Dimanche, 24 février.
Cette nuit, Platon et Pierre sont venus coucher dans ma chambre, plus chaude que les autres car les fenêtres fermaient bien.
A sept heures nous avalons les nouilles et les boulettes de viande dans la salle du bas, grande et glaciale elle aussi. Devant nous 380 kilomètres, la pluie et la montagne qui s’est isolée dans la brume, rendant notre progression encore plus lente que la veille.
En descendant, juste après un virage, un paysan m’interpelle. Il me montre du doigt la montagne et fait un long discours auquel je ne comprends rien. A nouveau, son doigt se dirige vers les hauteurs. Je regarde en arrière, découvrant la route en lacets que nous venons de descendre et puis, soudain, en contrebas, dans le ravin, une tache noire.
« Bon sang, c’est une de nos voitures ! » Je n’en crois pas mes yeux. Cette fois, c’est trop. L’Acadiane a dégringolé le long de la pente et s’est retournée sur le toit, les quatre roues en l’air. J’ai très peur car ces voitures ne sont pas équipées d’arceaux de sécurité et je me demande ce que l’on va trouver à l’intérieur.
Le véhicule est tombé d’une dizaine de mètres et déjà des candidats s’affairent autour de la carcasse pour la vider de son contenu. Avec Benoît et Pierre, nous courons à travers les rizières détrempées, suivis par des Chinois sortis d’on ne sait où.
- C’est quel équipage ?
Alexandre me répond : « C’est nous, tout va bien. »
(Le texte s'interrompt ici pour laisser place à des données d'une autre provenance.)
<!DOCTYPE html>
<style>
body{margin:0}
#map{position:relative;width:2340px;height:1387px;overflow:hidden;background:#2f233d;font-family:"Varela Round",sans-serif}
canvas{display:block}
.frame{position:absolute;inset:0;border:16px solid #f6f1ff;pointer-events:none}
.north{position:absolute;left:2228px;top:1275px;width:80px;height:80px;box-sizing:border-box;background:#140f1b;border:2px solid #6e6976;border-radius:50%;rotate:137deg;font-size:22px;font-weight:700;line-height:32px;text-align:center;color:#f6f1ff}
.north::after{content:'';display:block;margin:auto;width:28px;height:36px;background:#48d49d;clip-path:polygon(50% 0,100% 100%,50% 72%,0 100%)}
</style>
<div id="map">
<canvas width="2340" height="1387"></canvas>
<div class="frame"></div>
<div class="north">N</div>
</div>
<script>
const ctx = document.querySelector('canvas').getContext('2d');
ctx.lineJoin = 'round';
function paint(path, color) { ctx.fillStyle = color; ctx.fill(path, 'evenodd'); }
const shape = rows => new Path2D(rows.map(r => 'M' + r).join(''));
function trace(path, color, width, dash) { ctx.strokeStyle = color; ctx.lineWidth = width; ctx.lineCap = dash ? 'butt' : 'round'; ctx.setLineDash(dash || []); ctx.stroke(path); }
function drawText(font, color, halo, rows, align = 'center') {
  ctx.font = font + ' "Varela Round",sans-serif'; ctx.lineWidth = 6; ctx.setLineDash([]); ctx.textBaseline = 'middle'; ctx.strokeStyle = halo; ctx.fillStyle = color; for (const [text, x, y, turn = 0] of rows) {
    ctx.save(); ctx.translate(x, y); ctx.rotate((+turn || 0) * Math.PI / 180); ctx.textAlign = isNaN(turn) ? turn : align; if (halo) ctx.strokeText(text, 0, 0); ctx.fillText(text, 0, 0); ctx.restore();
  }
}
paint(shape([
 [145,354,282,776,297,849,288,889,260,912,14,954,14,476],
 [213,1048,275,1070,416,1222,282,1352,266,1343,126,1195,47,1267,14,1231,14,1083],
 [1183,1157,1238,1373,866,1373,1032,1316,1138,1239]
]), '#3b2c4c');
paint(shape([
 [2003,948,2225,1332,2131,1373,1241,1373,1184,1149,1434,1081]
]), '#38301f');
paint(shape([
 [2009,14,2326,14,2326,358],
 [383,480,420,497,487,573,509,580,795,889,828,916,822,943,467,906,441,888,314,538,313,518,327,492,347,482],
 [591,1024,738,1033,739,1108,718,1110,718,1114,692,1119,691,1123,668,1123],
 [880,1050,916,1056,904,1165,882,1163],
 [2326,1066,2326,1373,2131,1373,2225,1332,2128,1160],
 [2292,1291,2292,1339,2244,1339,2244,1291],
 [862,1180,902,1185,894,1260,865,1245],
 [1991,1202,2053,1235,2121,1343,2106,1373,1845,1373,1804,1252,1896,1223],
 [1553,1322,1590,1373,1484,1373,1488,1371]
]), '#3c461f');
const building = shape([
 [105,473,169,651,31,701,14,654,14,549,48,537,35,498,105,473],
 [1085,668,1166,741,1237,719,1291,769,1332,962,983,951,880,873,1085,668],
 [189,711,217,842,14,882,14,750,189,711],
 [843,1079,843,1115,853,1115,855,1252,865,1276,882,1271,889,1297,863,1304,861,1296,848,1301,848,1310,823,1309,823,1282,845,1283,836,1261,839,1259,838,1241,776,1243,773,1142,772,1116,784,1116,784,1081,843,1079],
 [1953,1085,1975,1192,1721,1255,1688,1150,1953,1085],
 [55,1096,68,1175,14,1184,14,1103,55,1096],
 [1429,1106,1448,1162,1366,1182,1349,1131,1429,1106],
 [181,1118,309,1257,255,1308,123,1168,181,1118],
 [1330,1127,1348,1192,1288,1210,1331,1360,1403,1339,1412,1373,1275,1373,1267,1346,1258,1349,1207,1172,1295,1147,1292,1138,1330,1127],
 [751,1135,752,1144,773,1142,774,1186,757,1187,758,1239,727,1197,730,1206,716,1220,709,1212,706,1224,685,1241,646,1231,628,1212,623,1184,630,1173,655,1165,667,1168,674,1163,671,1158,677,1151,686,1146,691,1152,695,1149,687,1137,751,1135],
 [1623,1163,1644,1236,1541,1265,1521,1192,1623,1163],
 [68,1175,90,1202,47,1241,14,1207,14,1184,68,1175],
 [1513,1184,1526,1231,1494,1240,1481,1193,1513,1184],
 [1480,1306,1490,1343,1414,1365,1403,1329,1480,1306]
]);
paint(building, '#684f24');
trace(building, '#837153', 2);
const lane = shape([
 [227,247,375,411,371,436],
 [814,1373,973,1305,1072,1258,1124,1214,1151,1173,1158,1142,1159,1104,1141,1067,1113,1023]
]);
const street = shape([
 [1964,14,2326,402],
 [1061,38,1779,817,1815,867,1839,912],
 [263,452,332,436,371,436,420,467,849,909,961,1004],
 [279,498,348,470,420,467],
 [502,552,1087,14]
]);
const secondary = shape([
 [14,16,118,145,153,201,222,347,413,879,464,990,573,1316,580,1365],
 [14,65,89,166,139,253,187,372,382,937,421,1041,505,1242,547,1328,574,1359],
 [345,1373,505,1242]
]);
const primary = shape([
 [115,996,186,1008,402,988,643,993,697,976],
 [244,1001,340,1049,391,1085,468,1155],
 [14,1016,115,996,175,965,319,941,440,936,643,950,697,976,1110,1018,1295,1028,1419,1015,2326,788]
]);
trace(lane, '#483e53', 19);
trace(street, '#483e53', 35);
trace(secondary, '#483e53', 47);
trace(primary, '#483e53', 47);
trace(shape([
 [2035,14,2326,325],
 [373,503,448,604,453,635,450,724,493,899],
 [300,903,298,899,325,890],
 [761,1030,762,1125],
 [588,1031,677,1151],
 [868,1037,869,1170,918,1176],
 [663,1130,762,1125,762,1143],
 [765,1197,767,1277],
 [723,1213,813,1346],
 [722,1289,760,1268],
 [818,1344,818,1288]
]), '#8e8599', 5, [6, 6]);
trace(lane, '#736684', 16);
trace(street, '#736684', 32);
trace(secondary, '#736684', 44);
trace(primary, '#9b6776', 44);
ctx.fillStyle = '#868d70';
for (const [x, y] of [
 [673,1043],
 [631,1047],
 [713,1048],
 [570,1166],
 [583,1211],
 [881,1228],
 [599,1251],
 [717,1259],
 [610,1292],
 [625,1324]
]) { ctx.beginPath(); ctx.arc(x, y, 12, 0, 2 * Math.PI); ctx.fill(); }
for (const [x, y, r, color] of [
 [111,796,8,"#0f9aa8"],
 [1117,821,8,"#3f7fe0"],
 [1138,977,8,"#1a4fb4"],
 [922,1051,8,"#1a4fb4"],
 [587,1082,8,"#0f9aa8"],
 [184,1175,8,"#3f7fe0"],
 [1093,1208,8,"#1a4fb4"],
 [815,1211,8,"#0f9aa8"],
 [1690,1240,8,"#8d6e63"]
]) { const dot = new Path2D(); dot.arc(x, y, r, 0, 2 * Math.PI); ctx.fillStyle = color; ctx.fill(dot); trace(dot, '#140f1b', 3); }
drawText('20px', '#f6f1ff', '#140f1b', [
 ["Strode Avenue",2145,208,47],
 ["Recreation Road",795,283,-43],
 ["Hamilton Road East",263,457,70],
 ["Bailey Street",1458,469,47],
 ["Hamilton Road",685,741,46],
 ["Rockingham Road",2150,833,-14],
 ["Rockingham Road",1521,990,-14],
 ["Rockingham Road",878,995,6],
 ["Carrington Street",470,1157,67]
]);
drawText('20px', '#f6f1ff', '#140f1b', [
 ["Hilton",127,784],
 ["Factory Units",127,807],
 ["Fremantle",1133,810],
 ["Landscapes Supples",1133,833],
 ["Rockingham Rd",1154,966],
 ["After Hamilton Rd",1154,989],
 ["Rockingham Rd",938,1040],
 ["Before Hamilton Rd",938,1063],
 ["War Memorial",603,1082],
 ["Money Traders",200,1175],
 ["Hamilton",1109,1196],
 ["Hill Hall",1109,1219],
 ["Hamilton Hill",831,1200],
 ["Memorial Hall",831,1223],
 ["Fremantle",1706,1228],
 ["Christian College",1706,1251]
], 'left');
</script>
Par miracle le toit est tombé à cheval sur un canal d’irrigation évitant à la voiture de s’écraser.
En bégayant deux fois plus que d’habitude, Alain Margot, le visage pâle, raconte qu’il commençait à sortir du virage lorsque « la voiture a mor-mordu sur des gra-graviers et a commencé à dé-déraper. J’ai j’ai tout fait pour la re-redresser… mais elle a bascu-culé ».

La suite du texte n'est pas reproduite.